→ **To do**
From the listing below, pull out every line where the string "relate" appears.

→ **Supplied data**
■ ■ ■ ■ ■ ■ ■

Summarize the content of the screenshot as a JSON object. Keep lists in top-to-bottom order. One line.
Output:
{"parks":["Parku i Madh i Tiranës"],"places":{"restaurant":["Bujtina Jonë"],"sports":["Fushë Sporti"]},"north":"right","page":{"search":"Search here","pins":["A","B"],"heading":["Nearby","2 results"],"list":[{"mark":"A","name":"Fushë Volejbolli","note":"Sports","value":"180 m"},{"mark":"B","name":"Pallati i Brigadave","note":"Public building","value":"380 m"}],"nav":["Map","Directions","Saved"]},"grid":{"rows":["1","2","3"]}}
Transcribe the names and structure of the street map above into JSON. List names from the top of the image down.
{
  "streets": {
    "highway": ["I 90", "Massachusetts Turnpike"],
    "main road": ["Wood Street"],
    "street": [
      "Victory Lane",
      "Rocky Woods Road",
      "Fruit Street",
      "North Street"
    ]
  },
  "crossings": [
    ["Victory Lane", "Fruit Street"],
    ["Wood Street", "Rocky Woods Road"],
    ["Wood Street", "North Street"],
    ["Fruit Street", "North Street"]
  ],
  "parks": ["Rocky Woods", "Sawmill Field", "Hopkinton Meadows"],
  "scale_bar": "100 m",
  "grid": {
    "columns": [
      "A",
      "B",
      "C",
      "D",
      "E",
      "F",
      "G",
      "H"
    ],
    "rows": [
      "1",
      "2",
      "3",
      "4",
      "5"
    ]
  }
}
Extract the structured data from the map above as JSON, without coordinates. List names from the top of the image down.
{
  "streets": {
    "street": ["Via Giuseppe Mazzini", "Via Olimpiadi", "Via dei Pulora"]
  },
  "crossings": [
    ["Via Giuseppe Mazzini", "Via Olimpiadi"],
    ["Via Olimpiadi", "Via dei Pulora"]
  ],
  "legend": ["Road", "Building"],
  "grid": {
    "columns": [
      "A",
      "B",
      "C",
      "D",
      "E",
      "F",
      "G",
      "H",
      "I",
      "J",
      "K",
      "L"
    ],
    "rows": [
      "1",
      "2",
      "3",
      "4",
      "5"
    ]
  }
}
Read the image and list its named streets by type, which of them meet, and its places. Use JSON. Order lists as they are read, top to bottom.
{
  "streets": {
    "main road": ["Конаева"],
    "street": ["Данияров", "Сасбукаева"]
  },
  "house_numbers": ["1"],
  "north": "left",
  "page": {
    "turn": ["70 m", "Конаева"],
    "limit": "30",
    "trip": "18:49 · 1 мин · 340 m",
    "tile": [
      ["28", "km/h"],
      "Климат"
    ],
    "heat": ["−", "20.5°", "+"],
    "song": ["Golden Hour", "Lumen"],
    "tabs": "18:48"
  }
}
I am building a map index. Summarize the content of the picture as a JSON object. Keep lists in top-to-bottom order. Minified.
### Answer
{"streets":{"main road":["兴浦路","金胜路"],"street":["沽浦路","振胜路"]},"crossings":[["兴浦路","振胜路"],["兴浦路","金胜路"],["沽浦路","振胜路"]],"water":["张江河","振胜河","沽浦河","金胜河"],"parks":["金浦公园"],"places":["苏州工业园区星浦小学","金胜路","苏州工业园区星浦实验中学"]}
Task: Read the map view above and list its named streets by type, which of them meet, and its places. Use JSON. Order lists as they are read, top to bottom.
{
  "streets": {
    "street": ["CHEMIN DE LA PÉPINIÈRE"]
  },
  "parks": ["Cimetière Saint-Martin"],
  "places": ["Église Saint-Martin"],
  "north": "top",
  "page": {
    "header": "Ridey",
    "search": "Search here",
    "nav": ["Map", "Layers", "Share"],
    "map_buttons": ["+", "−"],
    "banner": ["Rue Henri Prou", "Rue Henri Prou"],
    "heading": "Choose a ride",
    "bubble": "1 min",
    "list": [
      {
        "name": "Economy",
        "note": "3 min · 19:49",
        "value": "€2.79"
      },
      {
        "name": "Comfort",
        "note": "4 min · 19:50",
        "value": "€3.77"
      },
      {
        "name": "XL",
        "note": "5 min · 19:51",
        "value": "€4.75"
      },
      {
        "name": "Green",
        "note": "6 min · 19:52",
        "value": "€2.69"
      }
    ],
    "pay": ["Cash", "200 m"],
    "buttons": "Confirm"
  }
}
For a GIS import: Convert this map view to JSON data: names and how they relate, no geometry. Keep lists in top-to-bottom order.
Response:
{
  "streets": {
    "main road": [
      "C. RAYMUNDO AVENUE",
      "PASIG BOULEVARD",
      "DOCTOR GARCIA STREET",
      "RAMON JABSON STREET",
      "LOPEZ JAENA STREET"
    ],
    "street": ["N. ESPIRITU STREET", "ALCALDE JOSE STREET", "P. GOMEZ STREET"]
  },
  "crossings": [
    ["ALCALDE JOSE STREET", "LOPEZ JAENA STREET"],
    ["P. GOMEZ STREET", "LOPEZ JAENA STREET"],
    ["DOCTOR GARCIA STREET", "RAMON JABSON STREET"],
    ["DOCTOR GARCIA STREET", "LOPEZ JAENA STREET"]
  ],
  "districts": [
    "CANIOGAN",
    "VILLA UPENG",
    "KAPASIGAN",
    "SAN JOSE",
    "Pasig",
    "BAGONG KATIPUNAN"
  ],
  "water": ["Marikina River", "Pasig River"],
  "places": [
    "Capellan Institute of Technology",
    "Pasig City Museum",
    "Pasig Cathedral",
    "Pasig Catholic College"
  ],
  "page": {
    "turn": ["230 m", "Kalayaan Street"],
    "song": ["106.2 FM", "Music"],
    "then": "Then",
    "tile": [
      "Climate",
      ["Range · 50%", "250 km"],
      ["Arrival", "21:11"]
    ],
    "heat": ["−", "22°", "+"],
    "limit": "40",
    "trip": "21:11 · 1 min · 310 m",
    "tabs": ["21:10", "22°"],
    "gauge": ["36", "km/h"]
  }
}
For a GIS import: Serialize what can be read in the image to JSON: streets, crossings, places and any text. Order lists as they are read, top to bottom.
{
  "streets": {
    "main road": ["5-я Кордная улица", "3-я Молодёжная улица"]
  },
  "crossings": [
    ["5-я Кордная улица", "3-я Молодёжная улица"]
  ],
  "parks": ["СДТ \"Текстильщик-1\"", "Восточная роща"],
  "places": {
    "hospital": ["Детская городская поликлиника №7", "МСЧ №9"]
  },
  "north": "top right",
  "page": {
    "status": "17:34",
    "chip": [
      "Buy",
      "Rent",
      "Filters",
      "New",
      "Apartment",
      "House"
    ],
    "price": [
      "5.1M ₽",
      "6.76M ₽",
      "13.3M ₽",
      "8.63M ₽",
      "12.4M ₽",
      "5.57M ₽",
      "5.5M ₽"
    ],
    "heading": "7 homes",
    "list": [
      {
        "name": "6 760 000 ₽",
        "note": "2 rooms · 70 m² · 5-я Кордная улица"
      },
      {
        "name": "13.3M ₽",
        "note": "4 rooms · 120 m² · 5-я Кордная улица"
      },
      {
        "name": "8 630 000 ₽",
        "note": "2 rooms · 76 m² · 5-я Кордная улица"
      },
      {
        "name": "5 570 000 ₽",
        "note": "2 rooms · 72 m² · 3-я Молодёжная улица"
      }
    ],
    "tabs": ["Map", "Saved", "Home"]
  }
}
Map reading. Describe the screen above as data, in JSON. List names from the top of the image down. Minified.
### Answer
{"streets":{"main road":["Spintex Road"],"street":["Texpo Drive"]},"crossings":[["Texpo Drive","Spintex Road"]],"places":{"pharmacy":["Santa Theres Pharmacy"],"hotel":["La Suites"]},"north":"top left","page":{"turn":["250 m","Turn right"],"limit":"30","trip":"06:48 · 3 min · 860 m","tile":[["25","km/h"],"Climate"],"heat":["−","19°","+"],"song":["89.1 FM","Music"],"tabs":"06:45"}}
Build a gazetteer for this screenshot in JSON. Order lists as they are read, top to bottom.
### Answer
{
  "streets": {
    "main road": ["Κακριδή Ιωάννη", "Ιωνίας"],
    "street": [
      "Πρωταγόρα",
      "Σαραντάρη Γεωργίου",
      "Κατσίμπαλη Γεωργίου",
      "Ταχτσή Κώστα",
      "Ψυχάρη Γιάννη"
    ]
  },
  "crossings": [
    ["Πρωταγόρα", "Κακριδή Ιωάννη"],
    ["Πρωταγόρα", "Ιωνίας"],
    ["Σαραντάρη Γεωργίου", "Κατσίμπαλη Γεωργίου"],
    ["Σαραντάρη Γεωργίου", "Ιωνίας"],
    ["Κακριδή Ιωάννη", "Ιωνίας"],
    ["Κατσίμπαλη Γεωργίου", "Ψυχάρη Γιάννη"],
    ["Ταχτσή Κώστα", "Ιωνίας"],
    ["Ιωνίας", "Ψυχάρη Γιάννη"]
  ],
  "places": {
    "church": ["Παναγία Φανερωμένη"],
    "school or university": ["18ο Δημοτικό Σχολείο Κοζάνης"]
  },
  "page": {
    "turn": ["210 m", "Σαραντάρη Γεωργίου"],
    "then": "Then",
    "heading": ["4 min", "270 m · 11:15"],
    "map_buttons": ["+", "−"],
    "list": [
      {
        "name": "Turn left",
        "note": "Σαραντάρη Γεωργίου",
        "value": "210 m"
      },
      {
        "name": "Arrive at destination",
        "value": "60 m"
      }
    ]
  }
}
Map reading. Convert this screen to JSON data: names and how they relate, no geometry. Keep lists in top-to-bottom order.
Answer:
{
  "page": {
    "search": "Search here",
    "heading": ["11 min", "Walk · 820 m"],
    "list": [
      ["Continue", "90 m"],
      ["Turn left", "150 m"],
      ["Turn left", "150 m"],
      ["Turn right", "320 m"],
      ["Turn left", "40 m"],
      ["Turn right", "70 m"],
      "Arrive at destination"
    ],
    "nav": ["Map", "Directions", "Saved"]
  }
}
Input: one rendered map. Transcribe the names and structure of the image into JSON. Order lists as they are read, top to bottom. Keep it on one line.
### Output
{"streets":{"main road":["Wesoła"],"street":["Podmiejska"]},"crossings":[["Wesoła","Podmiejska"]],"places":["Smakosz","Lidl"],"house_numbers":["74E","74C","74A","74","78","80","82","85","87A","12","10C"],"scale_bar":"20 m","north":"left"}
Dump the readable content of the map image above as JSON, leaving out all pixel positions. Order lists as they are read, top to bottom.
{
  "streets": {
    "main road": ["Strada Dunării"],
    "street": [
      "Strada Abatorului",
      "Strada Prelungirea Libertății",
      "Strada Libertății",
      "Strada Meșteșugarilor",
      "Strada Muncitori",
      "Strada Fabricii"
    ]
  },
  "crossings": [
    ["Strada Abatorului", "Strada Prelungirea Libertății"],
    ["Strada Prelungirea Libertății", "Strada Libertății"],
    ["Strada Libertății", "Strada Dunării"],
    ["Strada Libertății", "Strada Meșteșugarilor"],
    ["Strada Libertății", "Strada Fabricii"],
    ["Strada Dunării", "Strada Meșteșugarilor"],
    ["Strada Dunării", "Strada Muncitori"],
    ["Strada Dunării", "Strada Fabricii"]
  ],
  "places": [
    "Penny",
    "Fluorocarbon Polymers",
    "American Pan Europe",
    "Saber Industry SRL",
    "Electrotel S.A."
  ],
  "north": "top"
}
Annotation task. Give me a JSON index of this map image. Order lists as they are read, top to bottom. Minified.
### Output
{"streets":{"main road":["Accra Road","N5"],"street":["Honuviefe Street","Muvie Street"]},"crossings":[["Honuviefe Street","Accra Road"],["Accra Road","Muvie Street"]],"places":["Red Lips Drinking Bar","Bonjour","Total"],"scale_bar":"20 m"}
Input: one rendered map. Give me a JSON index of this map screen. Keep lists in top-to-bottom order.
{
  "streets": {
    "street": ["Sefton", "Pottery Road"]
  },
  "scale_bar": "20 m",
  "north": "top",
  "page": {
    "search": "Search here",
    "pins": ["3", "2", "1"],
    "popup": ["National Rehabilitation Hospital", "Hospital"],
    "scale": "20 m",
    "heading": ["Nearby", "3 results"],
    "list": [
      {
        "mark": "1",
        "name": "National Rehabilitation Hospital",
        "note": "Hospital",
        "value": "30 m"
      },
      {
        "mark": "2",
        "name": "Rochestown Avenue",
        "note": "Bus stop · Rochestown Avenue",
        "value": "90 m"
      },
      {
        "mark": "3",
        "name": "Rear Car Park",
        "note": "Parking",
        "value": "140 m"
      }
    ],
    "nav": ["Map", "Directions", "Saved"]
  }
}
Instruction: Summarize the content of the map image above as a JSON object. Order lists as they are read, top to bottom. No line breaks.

■ ■ ■ ■ ■ ■ ■

→ **Exercise result**
For a GIS import: Convert this map view to JSON data: names and how they relate, no geometry. Keep lists in top-to-bottom order.
Map reading. Convert this screen to JSON data: names and how they relate, no geometry. Keep lists in top-to-bottom order.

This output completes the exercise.